Solution: While keeping up with your debt payments, aim to set aside a little money each month. Although saving three to six months of expenses might sound unrealistic, saving even just a few hundred dollars can prevent you from having to turn to credit cards. Start small and keep adding to your savings each month to develop a safety net.
Followed this plan to start and grow an emergency fund.
3. You don’t have a plan to pay off your debt
When I consolidated my debt, I expected it to do most of the hard work for me. Of course, that approach doesn’t work. Just consolidating your debt and making the minimum payments isn’t enough. Without a concrete strategy to pay off your debt, you’re likely to continue digging a hole for yourself.

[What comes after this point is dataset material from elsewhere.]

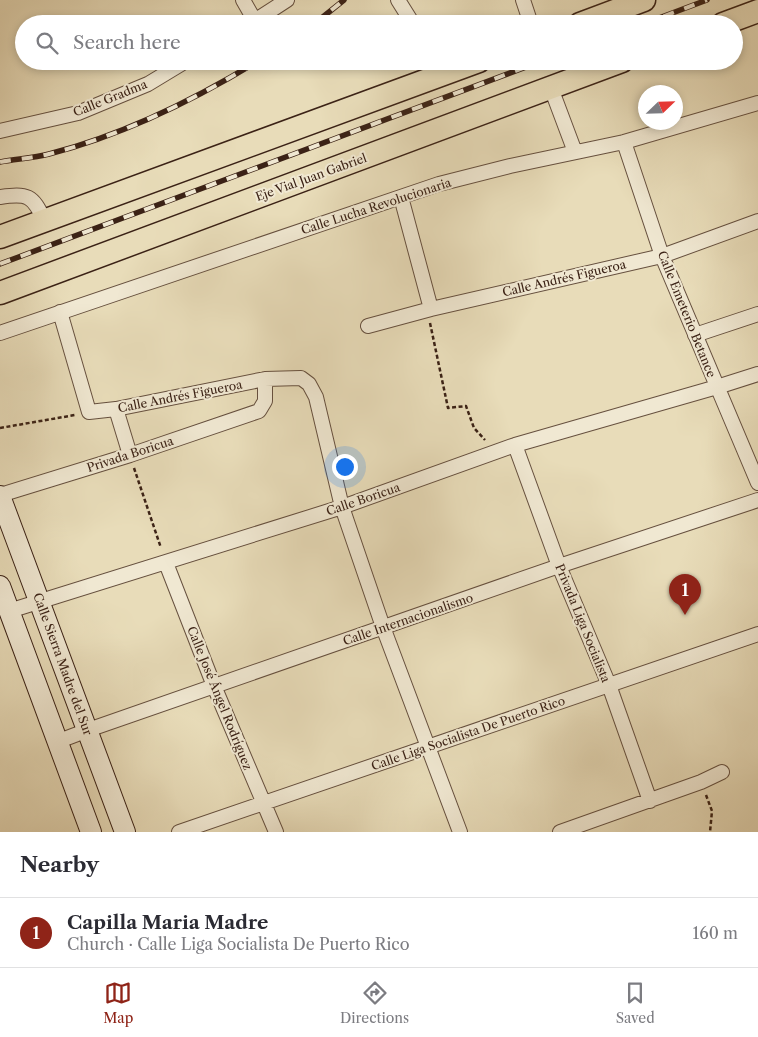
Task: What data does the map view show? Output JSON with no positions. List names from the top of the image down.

Solution: Create a debt payoff plan that works for you. If your income isn’t high enough to keep up with bills and your loan payment, you need to come up with creative solutions, such as:
- Cutting your spending: Ruthlessly review the budget your created and identify any extras that aren’t strictly necessary. End your subscriptions and indulgences until your debt is gone.
- Launch a side hustle: If you need more money, consider picking up a side gig like delivering groceries, walking dogs, or baby sitting to bring in more income to go toward debt repayment. The average side hustler earns over $8,000 a year, according to a recent Bankrate survey.
- Lifestyle changes: In some cases, you’ll need to take more drastic steps to pay down your debt, such as getting a roommate or ditching your car and relying on public transportation. Making these tough decisions might be hard in the short term but will have significant benefits later on.
For me, creating a side hustle was the most effective strategy for paying down my debt. By boosting my earnings by several hundred dollars each month through pet sitting, I was able to accelerate by debt repayment.
Tackling your debt
Credit card consolidation can be a valuable tool to manage your debt, but it’s important to address the root causes of your spending habits. If you decide that credit card consolidation is right for you, review offers from several different debt consolidation lenders to ensure you get the best personal loan rates and loan terms.